All of these descriptions serve to heighten Kempe’s depiction of her own suffering and to cast her companions in an unflattering light. She states that she “found all people good and gentle to her, except her own countrymen.” The kindness of the Muslim people in Jerusalem serves to highlight the failings of her companions, not to make any argument for religious or racial acceptance.

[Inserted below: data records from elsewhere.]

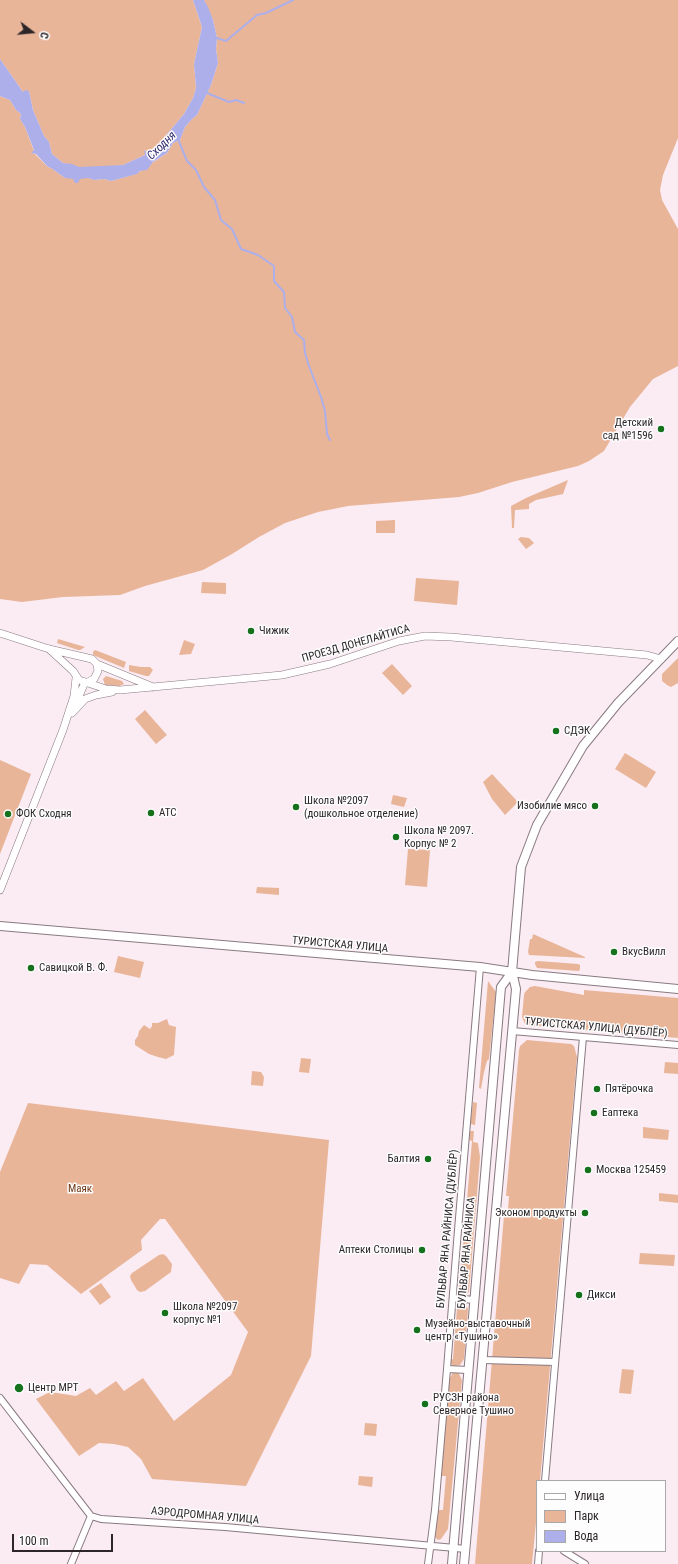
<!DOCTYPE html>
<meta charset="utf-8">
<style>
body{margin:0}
#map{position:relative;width:678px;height:1564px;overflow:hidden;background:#fbebf3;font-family:"Roboto Condensed",sans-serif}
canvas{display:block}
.legend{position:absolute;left:536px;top:1480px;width:130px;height:72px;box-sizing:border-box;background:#fdfdfd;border:1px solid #a9a7a8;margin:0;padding:5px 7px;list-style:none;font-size:12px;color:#2c2629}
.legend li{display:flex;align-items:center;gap:8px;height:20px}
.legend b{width:20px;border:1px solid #a9a7a8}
.north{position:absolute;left:12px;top:12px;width:40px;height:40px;-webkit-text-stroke:3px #fdfdfd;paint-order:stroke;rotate:106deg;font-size:11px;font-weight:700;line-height:16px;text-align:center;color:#2c2629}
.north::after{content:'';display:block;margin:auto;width:14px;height:18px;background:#2c2629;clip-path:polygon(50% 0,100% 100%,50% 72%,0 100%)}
.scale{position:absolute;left:12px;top:1534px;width:101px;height:18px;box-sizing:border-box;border:2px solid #2c2629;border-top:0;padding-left:5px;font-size:12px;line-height:14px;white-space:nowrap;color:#2c2629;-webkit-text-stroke:3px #fdfdfd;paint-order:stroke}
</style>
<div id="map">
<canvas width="678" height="1564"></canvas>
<ul class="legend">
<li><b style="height:5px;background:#fff"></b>Улица</li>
<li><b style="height:11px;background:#e9b599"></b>Парк</li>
<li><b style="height:11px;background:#acafea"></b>Вода</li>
</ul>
<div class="north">С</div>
<div class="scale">100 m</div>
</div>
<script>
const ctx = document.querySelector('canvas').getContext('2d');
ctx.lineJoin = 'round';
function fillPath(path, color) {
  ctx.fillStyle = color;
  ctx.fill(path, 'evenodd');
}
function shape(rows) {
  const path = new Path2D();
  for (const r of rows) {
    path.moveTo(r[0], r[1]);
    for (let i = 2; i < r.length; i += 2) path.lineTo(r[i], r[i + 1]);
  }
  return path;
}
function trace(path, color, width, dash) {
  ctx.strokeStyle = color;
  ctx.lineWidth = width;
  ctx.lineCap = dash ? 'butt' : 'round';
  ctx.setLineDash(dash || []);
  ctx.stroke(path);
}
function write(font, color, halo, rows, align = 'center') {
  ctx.font = font + ' "Roboto Condensed",sans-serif';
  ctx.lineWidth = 3;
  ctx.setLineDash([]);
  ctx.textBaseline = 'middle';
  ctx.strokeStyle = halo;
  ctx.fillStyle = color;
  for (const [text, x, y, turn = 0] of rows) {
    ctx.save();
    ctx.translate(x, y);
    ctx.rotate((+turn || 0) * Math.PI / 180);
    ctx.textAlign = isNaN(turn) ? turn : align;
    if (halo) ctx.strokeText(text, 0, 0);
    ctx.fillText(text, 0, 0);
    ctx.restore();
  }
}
const green = shape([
 [0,0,193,0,202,27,194,64,196,88,193,98,184,114,158,145,148,153,145,150,145,155,123,165,108,167,79,167,63,163,52,154,49,142,44,136,33,110,29,91,23,92,0,59],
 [204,0,678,0,678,138,663,175,660,190,662,200,678,229,678,366,653,379,630,407,604,451,589,461,578,466,512,482,478,493,459,497,348,506,318,512,285,523,259,537,232,554,203,570,145,586,120,595,63,597,22,602,0,599,0,96,10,100,16,110,21,114,20,119,25,127,34,151,32,153,35,154,48,167,51,168,65,178,88,178,94,180,104,179,111,181,136,174,167,153,173,143,180,140,185,127,192,119,197,115,211,85,218,63,216,49,217,38,213,20],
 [568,480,563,494,536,500,529,504,529,509,515,510,514,528,512,528,511,506,526,498],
 [395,520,395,533,376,533,376,521],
 [521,537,529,538,534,543,533,544,526,549,518,539],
 [416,578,459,581,457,605,414,601],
 [202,582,226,583,226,594,201,593],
 [58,639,68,642,85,647,80,650,78,650,57,643],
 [184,640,195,644,191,654,179,655],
 [95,650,126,662,124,668,93,655,93,652],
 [678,658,678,683,671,687,667,685,662,681,662,674],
 [392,664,412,686,403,695,382,673],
 [129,665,141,667,150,667,153,670,149,676,146,676,129,671],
 [106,676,122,681,124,684,119,686,105,685,103,679],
 [145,710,167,735,156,744,135,719],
 [625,753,656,772,646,788,615,769],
 [0,760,31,774,0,854],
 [492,774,518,802,505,815,492,799,483,782],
 [393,795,407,798,404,807,391,804],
 [408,849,430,850,427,887,405,885],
 [257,887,279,888,279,895,256,893],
 [533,934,585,957,585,958,529,955,528,952,530,939,532,939],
 [118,956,144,962,140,978,114,972],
 [538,961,578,964,580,965,580,969,579,971,537,968,535,964,535,962],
 [488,981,496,992,489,1059,487,1061,484,1072,481,1089,479,1088],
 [535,986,584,995,584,990,678,998,678,1038,527,1025,525,1024,522,1017,524,995,525,992,530,987],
 [167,1019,169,1025,176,1027,174,1055,166,1059,158,1057,149,1054,135,1045,135,1040,138,1036,139,1031,144,1025,150,1029,152,1026,152,1023,158,1023],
 [527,1040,571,1044,574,1046,577,1057,540,1481,537,1481,537,1512,532,1564,475,1564,504,1215,506,1215,508,1209,509,1196,506,1196,519,1050,520,1046],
 [301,1058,311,1059,309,1073,299,1072],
 [665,1062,678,1063,678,1074,664,1073],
 [252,1071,261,1072,264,1077,263,1086,251,1085],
 [473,1102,477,1103,475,1125,470,1124],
 [28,1103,329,1140,311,1356,246,1486,152,1479,141,1459,128,1447,114,1444,99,1443,79,1456,36,1399,50,1392,76,1396,90,1388,96,1395,116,1381,124,1391,143,1378,174,1421,231,1375,248,1332,165,1219,160,1219,141,1240,142,1250,81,1294,47,1265,30,1264,19,1284,0,1278,0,1172],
 [643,1127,669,1130,668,1140,643,1138],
 [470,1131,474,1131,473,1142,478,1143,480,1157,469,1292,464,1297,458,1296,456,1293,459,1293,472,1141,469,1140],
 [659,1193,678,1195,678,1203,659,1201],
 [640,1253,675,1255,674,1266,639,1264],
 [163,1254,166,1256,172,1264,171,1272,145,1291,140,1292,137,1290,131,1280,130,1276,132,1273,159,1255],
 [101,1283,111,1297,100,1305,89,1291],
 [457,1302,465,1303,468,1309,464,1359,460,1365,454,1366,451,1364,450,1360,453,1359,457,1308,454,1308],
 [622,1369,634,1370,631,1394,619,1393],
 [453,1372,458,1372,462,1380,448,1529,441,1539,438,1540,435,1537,435,1534,438,1510,443,1510,446,1476,441,1476,449,1380],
 [365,1423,377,1424,376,1436,364,1435],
 [359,1476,373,1477,372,1487,358,1485]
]);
const water = shape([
 [193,0,204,0,208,7,213,20,217,38,216,49,218,63,211,85,197,115,192,119,185,127,180,140,173,143,167,153,153,162,147,170,140,171,137,174,111,181,104,179,94,180,88,178,80,179,78,183,75,183,73,179,65,178,51,168,48,167,36,154,31,153,34,150,25,127,20,119,21,114,16,110,10,100,0,96,0,59,23,92,25,90,29,91,33,110,44,136,49,142,52,154,63,163,72,164,79,167,123,165,145,155,144,150,148,153,158,145,184,114,193,98,196,88,194,64,202,27]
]);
const stream = shape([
 [217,38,226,41,257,15,266,13,293,0],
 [207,93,229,102,236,100,244,103],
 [178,139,187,161,196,170,204,187,215,200,221,220,232,229,241,249,258,255,274,266,274,281,284,292,285,308,292,317,295,332,304,340,305,353,309,366,321,397,325,411,327,434,330,440]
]);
const minor = shape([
 [512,1031,678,1045],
 [453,1298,474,1300],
 [483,1360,555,1362],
 [447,1369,468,1370],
 [0,1398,91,1516,101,1519,225,1527,466,1549],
 [545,1481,583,1037],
 [564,1551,585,1564],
 [71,1564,91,1516],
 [428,1564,435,1510,447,1369,458,1230,480,967],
 [538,1564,539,1551]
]);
const tertiary = shape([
 [0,633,49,649,92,659,97,664,98,671,94,679,88,682],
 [49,649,73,671,79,680,106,689,120,690,282,675,330,664,399,641,425,636,451,637,647,655,661,659],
 [97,664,153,687],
 [75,706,85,682],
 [72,713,85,699,96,695,112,692],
 [0,890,63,730,74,696,76,678]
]);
const secondary = shape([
 [0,926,480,967,532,975,678,989],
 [452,1564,501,987,512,972],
 [464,1564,516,989,512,972,521,867,537,825,583,746,618,703,678,641]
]);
const markers = [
 [661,429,4,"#16711d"],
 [251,631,4,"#16711d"],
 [556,731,4,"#16711d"],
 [595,806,4,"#16711d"],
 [296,807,4,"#16711d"],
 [151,813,4,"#16711d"],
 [8,814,4,"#16711d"],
 [396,837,4,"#16711d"],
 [614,952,4,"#16711d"],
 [31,968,4,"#16711d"],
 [597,1089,4,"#16711d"],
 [594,1113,4,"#16711d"],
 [428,1159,4,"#16711d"],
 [588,1170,4,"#16711d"],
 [585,1213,4,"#16711d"],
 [422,1250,4,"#16711d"],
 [579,1295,4,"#16711d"],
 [165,1313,4,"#16711d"],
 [417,1330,4,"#16711d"],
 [19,1388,5,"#16711d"],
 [425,1404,4,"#16711d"]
];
const poiNames = [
 ["Детский",653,423,"right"],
 ["сад №1596",653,436,"right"],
 ["Чижик",259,631],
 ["СДЭК",564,731],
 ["Школа №2097",304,801],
 ["(дошкольное отделение)",304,814],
 ["Изобилие мясо",587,806,"right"],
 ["АТС",159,813],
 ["ФОК Сходня",16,814],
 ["Школа № 2097.",404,831],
 ["Корпус № 2",404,844],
 ["ВкусВилл",622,952],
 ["Савицкой В. Ф.",39,968],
 ["Пятёрочка",605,1089],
 ["Еаптека",602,1113],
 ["Балтия",420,1159,"right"],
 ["Москва 125459",596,1170],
 ["Эконом продукты",577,1213,"right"],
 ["Аптеки Столицы",414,1250,"right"],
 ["Дикси",587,1295],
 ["Школа №2097",173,1307],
 ["корпус №1",173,1320],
 ["Музейно-выставочный",425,1324],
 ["центр «Тушино»",425,1337],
 ["Центр МРТ",28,1388],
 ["РУСЗН района",433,1398],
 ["Северное Тушино",433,1411]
];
const streetNames = [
 ["ПРОЕЗД ДОНЕЛАЙТИСА",356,644,-16],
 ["ТУРИСТСКАЯ УЛИЦА",340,945,5],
 ["ТУРИСТСКАЯ УЛИЦА (ДУБЛЁР)",596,1028,5],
 ["БУЛЬВАР ЯНА РАЙНИСА (ДУБЛЁР)",448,1229,-85],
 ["БУЛЬВАР ЯНА РАЙНИСА",467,1253,-85],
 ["АЭРОДРОМНАЯ УЛИЦА",205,1516,5]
];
const parkNames = [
 ["Маяк",80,1189]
];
const waterNames = [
 ["Сходня",162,146,-44]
];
fillPath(green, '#e9b599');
fillPath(water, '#acafea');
trace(stream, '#acafea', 2);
trace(minor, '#897a81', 8);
trace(tertiary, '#897a81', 8);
trace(secondary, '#897a81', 10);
trace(minor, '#fff', 6);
trace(tertiary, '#fff', 7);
trace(secondary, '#fff', 8);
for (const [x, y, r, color] of markers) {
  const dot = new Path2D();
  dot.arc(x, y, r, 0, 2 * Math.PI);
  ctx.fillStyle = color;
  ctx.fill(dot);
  trace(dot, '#fdfdfd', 1.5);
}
write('11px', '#2c2629', '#fdfdfd', poiNames, 'left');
write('11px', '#2c2629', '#fdfdfd', streetNames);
write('11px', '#703816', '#fdfdfd', parkNames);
write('italic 12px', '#322c70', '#fdfdfd', waterNames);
</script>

There is also another effect of Kempe’s depiction of herself as an outcast among English pilgrims but a welcomed, pious figure among others. She distances herself from “normal” English people, representing herself as better and holier than them. She allies herself instead with strangers in many places. These strangers tend to be members of the clergy, nuns, monks, or other figures with religious authority or random, often destitute, people that she meets along the way and that she claims are sent by God to guide her. By associating herself with religious authorities, she depicts herself as religiously orthodox and correct, and her companions as degenerate for rejecting her. By claiming those who help her as servants of God, she increases the appearance of her own religious importance (God rearranges the world to help her) while remaining humble as she meets these guides in times of suffering. Her acceptance among “Saracens” functions slightly differently, as they are not Christian and not situated as servants of God. However, it seems like Kempe is using them to rebuke unkind Christians, by saying that even non-Christians accept and help her, and even recognize her piety.
Another interesting trend in this section is the boldness and permission Kempe receives from God. For various reasons, including the fact that she is a woman and the fact that she continuously weeps, Kempe’s companions and other people attempt to limit, contain, and constrain her. When she encounters obstacles such as this, she turns to God for permission, fortification, and vindication. Whether or not Kempe actually experienced the voice of God telling her to go to the River Jordan despite being forbade from doing so, claiming this experience gives her the confidence to do so, and provides a retort to anyone who contradicts her. It justifies her actions to her readers and to the people she was traveling with in the moment. It also seems to be a source of internal fortitude. Kempe writes that because of God’s warnings, pronouncements, and reassurances, she dared to “act the more boldly in consequence.”
P.S. I looked up the etymology of the word “quarantine” and it is actually partially derived from the name of the place where Jesus fasted for 40 days, which is Mt. Quarentyne!